Announces Increase of Employee Pay Amid Economic Uncertainty

In an unexpected move by the Chinese e-commerce conglomerate, the Beijing-based company announced that salaries are being increased for employees by an average of 14 percent. The company has over 370,000 employees. And the news by the company was announced as many of its rivals are struggling with continued regulatory scrutiny. The 14 percent increase will take place over the next two years, according to the recent information published on social media WeChat.

It also comes after the company has already added 100,000 employees before the end of last year. While the news came to a shock by everyone, two unknown sources stated that the notification is still forthcoming and has not reached their department, according to the South China Morning Post.

Effects of COVID-19 Dominance

The move by the company has a striking resemblance of morale-boosting for its employees. And it has attracted an enormous amount of attention on Chinese social media, mainly because broad-based pay raises have been rare in a highly competitive e-commerce sector. According to the latest statistics, confirmed by China’s National Bureau of Statistics, the average wage remained at 4.3 percent in 2020 while growth for the company increased to 12.4 percent within the first quarter of 2021. That is partly due to the relatively marginal base at the height of the coronavirus hitting the region.

China was ground-zero for COVID-19, and the effects of the virus haven’t been determined yet on its economy. Still, the bold move by the company comes when other companies are seeking ways to recover economically.

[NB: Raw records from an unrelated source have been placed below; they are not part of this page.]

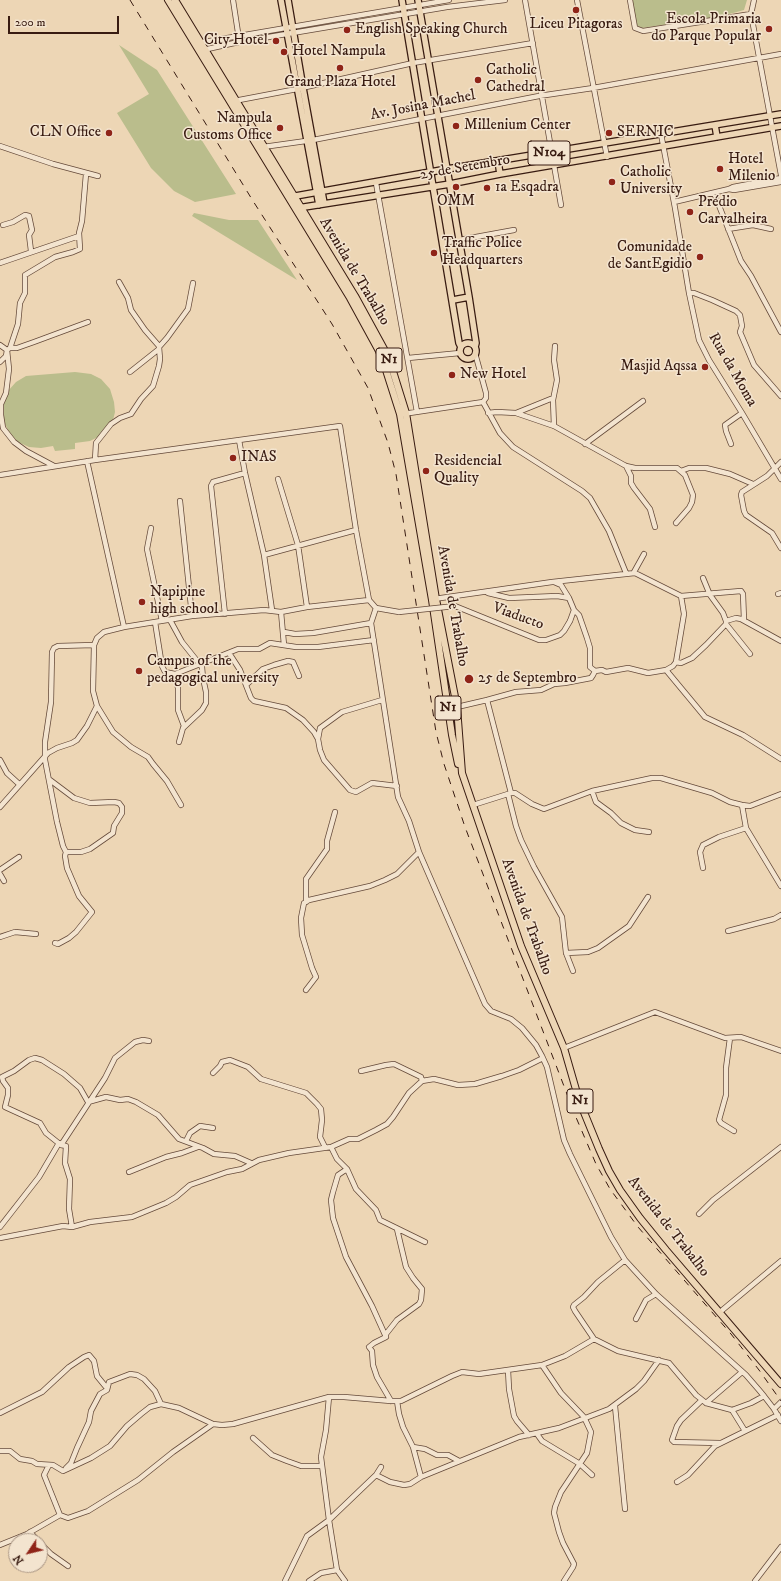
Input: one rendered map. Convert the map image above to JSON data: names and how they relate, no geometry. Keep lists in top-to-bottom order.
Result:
{
  "streets": {
    "highway": ["Avenida de Trabalho", "N1"],
    "main road": ["N104", "25 de Setembro"],
    "street": ["Av. Josina Machel", "Rua da Moma", "Viaducto"]
  },
  "crossings": [
    ["Av. Josina Machel", "Avenida de Trabalho"],
    ["N104", "25 de Setembro"],
    ["N104", "Avenida de Trabalho"],
    ["25 de Setembro", "Avenida de Trabalho"],
    ["25 de Setembro", "Rua da Moma"],
    ["Avenida de Trabalho", "Viaducto"]
  ],
  "places": [
    "Liceu Pitagoras",
    "Escola Primaria do Parque Popular",
    "English Speaking Church",
    "City Hotel",
    "Hotel Nampula",
    "Grand Plaza Hotel",
    "Catholic Cathedral",
    "Millenium Center",
    "Nampula Customs Office",
    "CLN Office",
    "SERNIC",
    "Hotel Milenio",
    "Catholic University",
    "OMM",
    "1a Esqadra",
    "Prédio Carvalheira",
    "Traffic Police Headquarters",
    "Comunidade de SantEgidio",
    "Masjid Aqssa",
    "New Hotel",
    "INAS",
    "Residencial Quality",
    "Napipine high school",
    "Campus of the pedagogical university",
    "25 de Septembro"
  ],
  "scale_bar": "200 m",
  "north": "bottom left"
}
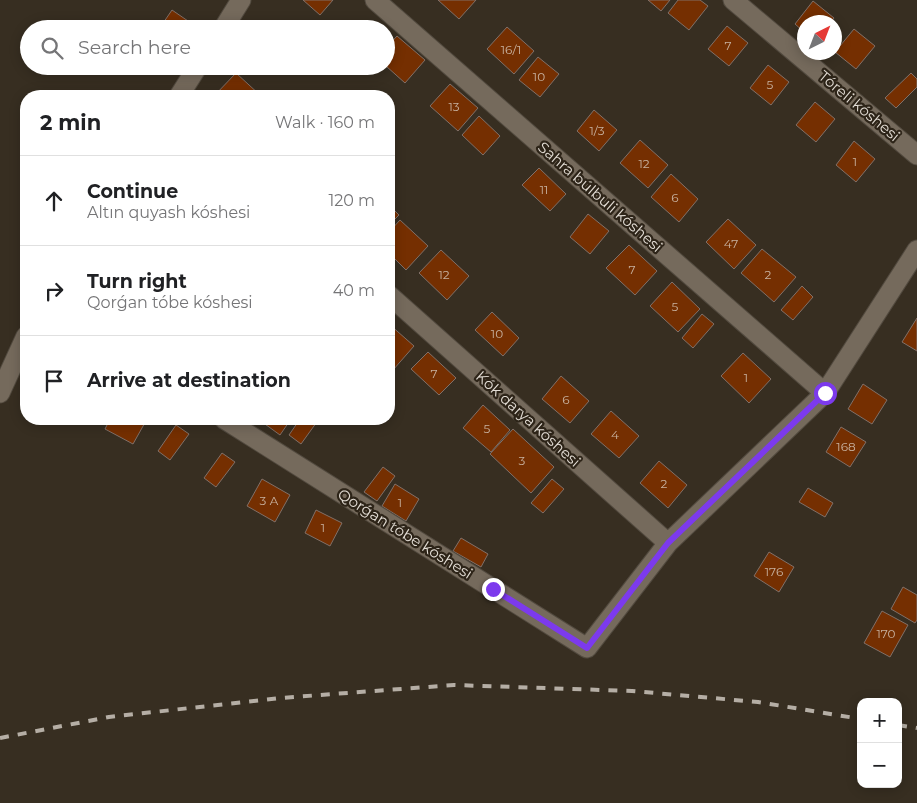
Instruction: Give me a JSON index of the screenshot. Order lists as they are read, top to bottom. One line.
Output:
{"streets":{"street":["Tóreli kóshesi","Sahra búlbuli kóshesi","Kók darya kóshesi","Qorǵan tóbe kóshesi"]},"crossings":[["Kók darya kóshesi","Qorǵan tóbe kóshesi"]],"house_numbers":["7","16/1","10","5","13","1/3","1","12","11","6","47","7","12","2","5","10","7","1","6","5","4","168","3","2","3 А","1","1","176","170"],"north":"top right","page":{"search":"Search here","heading":["2 min","Walk · 160 m"],"list":[["Continue","Altın quyash kóshesi","120 m"],["Turn right","Qorǵan tóbe kóshesi","40 m"],"Arrive at destination"],"map_buttons":["+","−"]}}
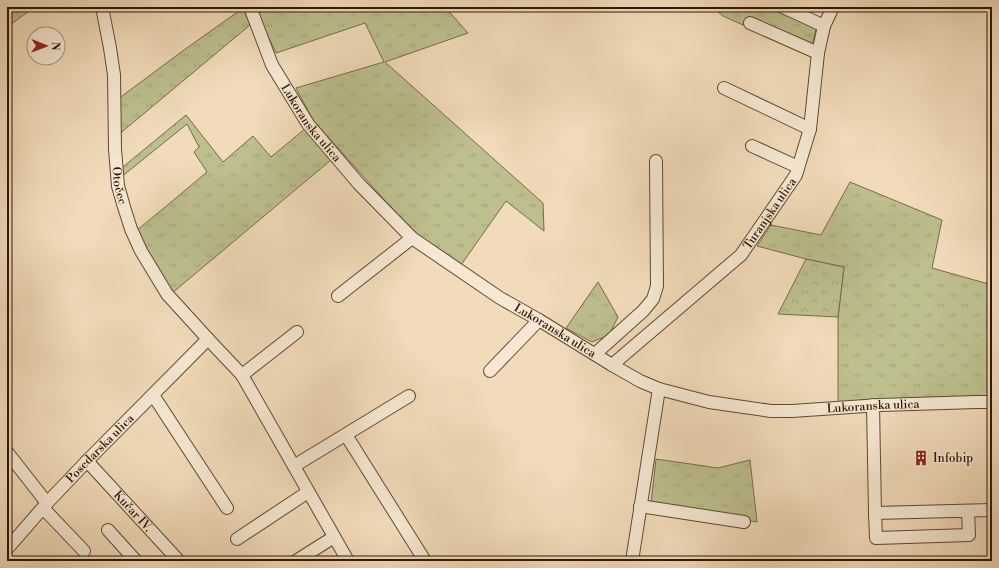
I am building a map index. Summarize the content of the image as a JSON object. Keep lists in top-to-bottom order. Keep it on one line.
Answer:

Rebounding and Moving Forward

Nearly two years ago, founder and CEO Richard Liu Qiangdong stated base salaries for company delivery drivers would only be determined by how many deliveries received execution and completion. Base salaries did not move forward, and the company replaced them with the new incentive-based pay system. That is in contrast to the recent move made by the company. The decision came when Qiangdong became detained in the United States for allegations of an unwanted sexual encounter, which has since received dismissal by Michigan authorities.

However, the impact of the allegations has remained and has continued to affect business practices by The company has made strides towards a comeback, even during the pandemic, and reported double-digit sales growth. While customers flocked to online retail websites during the pandemic to buy things in bulk, such as groceries and essential items, net revenue for the company rose 39 percent, resulting in 203.2 billion yuan. In U.S. dollars, that is 31.57 billion. By March 2021, net income rose to 3.6 billion yuan. That was an increase from 1.1 billion the previous year.

Doing the Right Thing

According to a public letter written by Qiangdong, addressed to investors, the pay increase is the right thing to do and in the right way. The CEO pointed out that the achievements of the company are the result of its employees. The letter further stated the responsibility of the company is to ensure there is a culture based on a foundation of contentment and happiness for its nearly half-million employees.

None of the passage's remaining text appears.